NFP: 19th- and early 20th-century Muslim Modernism, whether in South Asia, Egypt, Iran or Turkey, was a rather unique attempt to politicize Islam, because it did this by almost completely undermining the faith’s ritualistic and more theological aspects.
Indeed, certain Islamic groups, too, were politicizing the faith, but the ritualistic and theological dimensions were important to them. For example, whereas say, Abul Aala Maududi or Hassan al-Banna were claiming that their respective groups’ manifesto was the Quran; or whereas the Deobandi ulema were insisting that the fall of Muslim empires had something to with the supposedly heretical or incorrect ways and rituals that the Muslims had adopted; the Muslim modernists were not at all interested in such talk.
Hence, Islamic vs. Muslim. Muslim rule in India was just that: Muslim. Not Islamic. Being politically Muslim – and not Islamic – gave the rulers the space to remain pragmatic and be able to rule over a non-Muslim majority for hundreds of years.
Modernists such as Sir Syed Ahmad Khan, Syed Amir Ali, Chiragh Ali and Muhammad Iqbal focused more on building Islam as an ethnic, cultural and political mark of distinction in opposition to Hinduism. But this Islam was not informed by how one practiced the faith. Instead, it was driven by a shared history of conquest and scientific and cultural achievements of past Muslim empires and civilizations.
These thinkers understood Islamic texts as being inherently modern. To them these texts were mutable and could, through the application of reason and debate, be adjusted according to modern conditions.
None of the Muslim modernists and their main political organ – the All India Muslim League (AIML) – were bothered about the ritualistic and the more theological sides of Islam. Muslim Modernism was about a Muslim polity pragmatically adopting social, political and economic modernity but without losing its overarching Muslim identity. It was a way to carve a path between overt secularism and so-called Islamic fundamentalism.
“The Muslim modernists believed that since there was no concept of a grand priest mediating between humans and God in Islam, there was thus an inherent separation of 'Church and State'. This was also the great Sibte Hassan’s contention. So there was no need for them to explain themselves as secularists. Mr. Jinnah, too, came to believe the same”
For example, when Iqbal or even Jinnah mentioned terms such as “Islamic democracy” or even the Shariah, they were not envisioning a theocracy but a contemporary rendition of what they believed was a timeless modernity inherent in Islam. This Muslim modernity, to them, was pragmatic as well as progressive, and, for Iqbal, even iconoclastic, but one that would first shatter the ambitions of those aspiring to enact a theocracy.
The scholar Khalifa Abdul Hakim has explained this rather forcefully in his 1953 booklet, Iqbal aur Mullah. This booklet was actually used by the state to build a case against the religious parties after the 1953 anti-Ahmadiyya movement was crushed.

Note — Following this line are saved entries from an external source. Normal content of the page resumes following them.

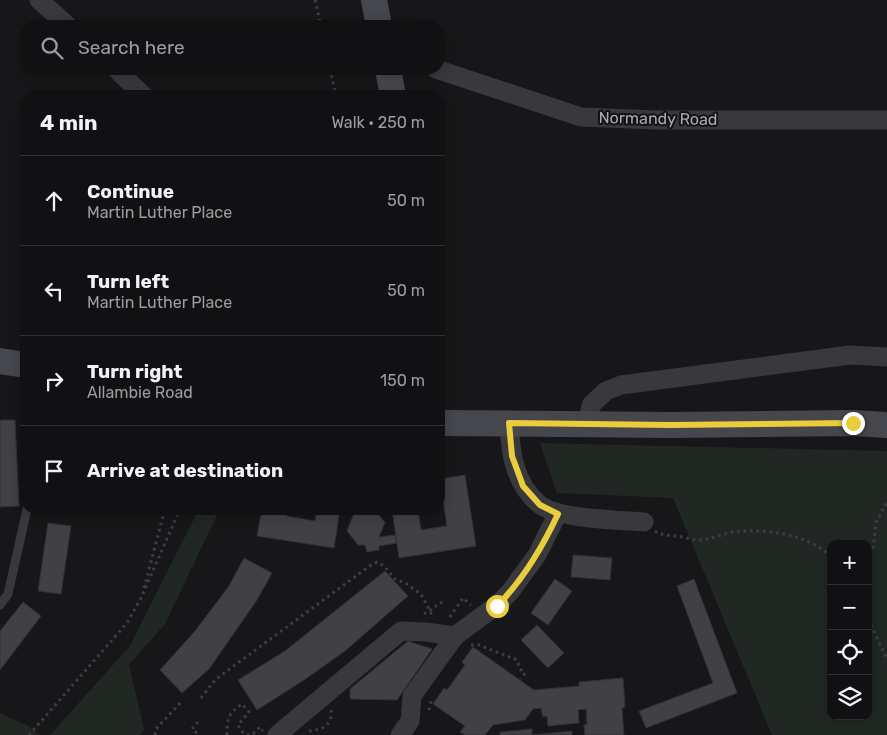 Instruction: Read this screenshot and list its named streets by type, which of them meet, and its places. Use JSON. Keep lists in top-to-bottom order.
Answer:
{
  "streets": {
    "street": ["Normandy Road"]
  },
  "page": {
    "search": "Search here",
    "heading": ["4 min", "Walk · 250 m"],
    "list": [
      ["Continue", "Martin Luther Place", "50 m"],
      ["Turn left", "Martin Luther Place", "50 m"],
      ["Turn right", "Allambie Road", "150 m"],
      "Arrive at destination"
    ],
    "map_buttons": ["+", "−"]
  }
}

AIML’s Muslim opponents continued to label men like Jinnah as nominal Muslims and secularists. But fact is, at least in the political sense, they were not secular. They did not have to be. Muslim Modernism, as it stood in the 1940s, gave them the space and rationale to envision a separate Muslim-majority state without installing a theocracy. They did not have to bother to demonstrate how good they were as Muslims who prayed five times a day, or didn't drink or smoke. This was all irrelevant to them compared to the larger goal of forming a Muslim-majority country where the Muslims would be able to enjoy more economic fluency and social mobility in the absence of a Hindu majority.
RHR: Do you think that secularists are qualitatively distinct from Muslim modernists? In other words, do you think Muslim Modernism, while different from secularism, was a project by secularists to present something which was more acceptable for the general public? Or are Muslim modernists a different class of individuals?
NFP: Muslim Modernism was largely inspired by the 18th century Age of Enlightenment in Europe. Now, even though the Enlightenment consolidated what was emerging in that continent as science, democracy, secularism, nationalism, capitalism and even early socialism, it was really the product of reformed Christianity, especially Protestantism.
19th-century Muslim modernists were fascinated by how this reformed Christianity, driven by the influence of the growing European middle and mercantile classes, had managed to work the power of a reformed faith and its core values into becoming a drive towards economic, scientific, intellectual and political dominance.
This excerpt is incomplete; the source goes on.